Disappointed that a significant portion of the 7th Army had escaped from the pocket, many Allied commanders, particularly among the Americans, were critical of what they perceived as Montgomery’s lack of urgency in closing the pocket. Writing shortly after the war, Ralph Ingersoll—a prominent peacetime journalist, who had served as a planner on Eisenhower’s staff—expressed the prevailing American view at the time:
‘The international army boundary arbitrarily divided the British and American battlefields just beyond Argentan, on the Falaise side of it. Patton’s troops, who thought they had the mission of closing the gap, took Argentan in their stride and crossed the international boundary without stopping. Montgomery, who was still nominally in charge of all ground forces, now chose to exercise his authority and ordered Patton back to his side of the international boundary line. … For ten days, however, the beaten but still coherently organized German Army retreated through the Falaise gap.’

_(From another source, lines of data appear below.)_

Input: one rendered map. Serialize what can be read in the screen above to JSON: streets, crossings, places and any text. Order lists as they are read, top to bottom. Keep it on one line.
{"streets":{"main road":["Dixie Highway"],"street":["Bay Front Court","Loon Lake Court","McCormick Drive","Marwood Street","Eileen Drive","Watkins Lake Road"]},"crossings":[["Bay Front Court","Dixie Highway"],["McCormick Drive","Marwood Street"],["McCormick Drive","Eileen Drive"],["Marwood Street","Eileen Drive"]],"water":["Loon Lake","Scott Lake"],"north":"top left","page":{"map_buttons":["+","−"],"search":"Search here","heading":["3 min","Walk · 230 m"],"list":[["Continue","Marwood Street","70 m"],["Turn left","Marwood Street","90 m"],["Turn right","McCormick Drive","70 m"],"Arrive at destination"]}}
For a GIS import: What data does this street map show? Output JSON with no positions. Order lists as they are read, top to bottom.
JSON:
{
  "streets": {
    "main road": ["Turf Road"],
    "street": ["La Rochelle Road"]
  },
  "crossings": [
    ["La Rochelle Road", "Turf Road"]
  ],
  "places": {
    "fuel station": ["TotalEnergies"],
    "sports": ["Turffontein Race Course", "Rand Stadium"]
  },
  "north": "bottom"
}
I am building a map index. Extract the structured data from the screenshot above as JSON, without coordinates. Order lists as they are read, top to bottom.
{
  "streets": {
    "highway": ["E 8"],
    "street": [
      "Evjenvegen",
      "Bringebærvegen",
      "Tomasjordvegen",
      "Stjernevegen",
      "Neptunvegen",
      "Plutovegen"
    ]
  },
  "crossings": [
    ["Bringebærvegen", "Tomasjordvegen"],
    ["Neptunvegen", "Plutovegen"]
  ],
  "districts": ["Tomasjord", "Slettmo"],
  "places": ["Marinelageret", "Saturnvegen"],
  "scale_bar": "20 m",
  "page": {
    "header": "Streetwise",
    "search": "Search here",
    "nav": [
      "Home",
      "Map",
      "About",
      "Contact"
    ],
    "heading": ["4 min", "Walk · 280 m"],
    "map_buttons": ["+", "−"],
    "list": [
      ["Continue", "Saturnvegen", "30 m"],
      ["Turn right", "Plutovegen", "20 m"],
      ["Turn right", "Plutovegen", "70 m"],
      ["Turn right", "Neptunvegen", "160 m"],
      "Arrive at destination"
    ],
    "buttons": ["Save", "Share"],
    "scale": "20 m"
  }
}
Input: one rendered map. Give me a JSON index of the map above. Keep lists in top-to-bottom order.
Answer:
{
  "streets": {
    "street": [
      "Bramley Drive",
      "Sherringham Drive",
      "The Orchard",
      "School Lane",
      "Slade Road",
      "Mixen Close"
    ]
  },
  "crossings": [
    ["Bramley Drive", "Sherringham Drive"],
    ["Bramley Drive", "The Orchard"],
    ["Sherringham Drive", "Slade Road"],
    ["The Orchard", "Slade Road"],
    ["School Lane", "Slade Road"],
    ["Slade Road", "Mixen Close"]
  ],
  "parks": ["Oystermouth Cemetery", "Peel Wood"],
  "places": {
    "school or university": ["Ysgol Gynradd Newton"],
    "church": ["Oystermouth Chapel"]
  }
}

Some historians agree that the gap could have been closed earlier. Wilmot wrote that despite having British divisions in reserve, Montgomery did not reinforce Simonds and that the Canadian drive on Trun and Chambois was not “vigorous and venturesome” as the situation demanded. Hastings wrote that Montgomery, having witnessed what he called a poor Canadian performance during Totalize, should have brought up veteran British divisions to take the lead. D’Este and Blumenson wrote that Montgomery and Crerar might have done more to impart momentum to the British and Canadians. Patton’s post-battle claim that the Americans could have prevented the German escape, had Bradley not ordered him to stop at Argentan, was “absurd over-simplification”.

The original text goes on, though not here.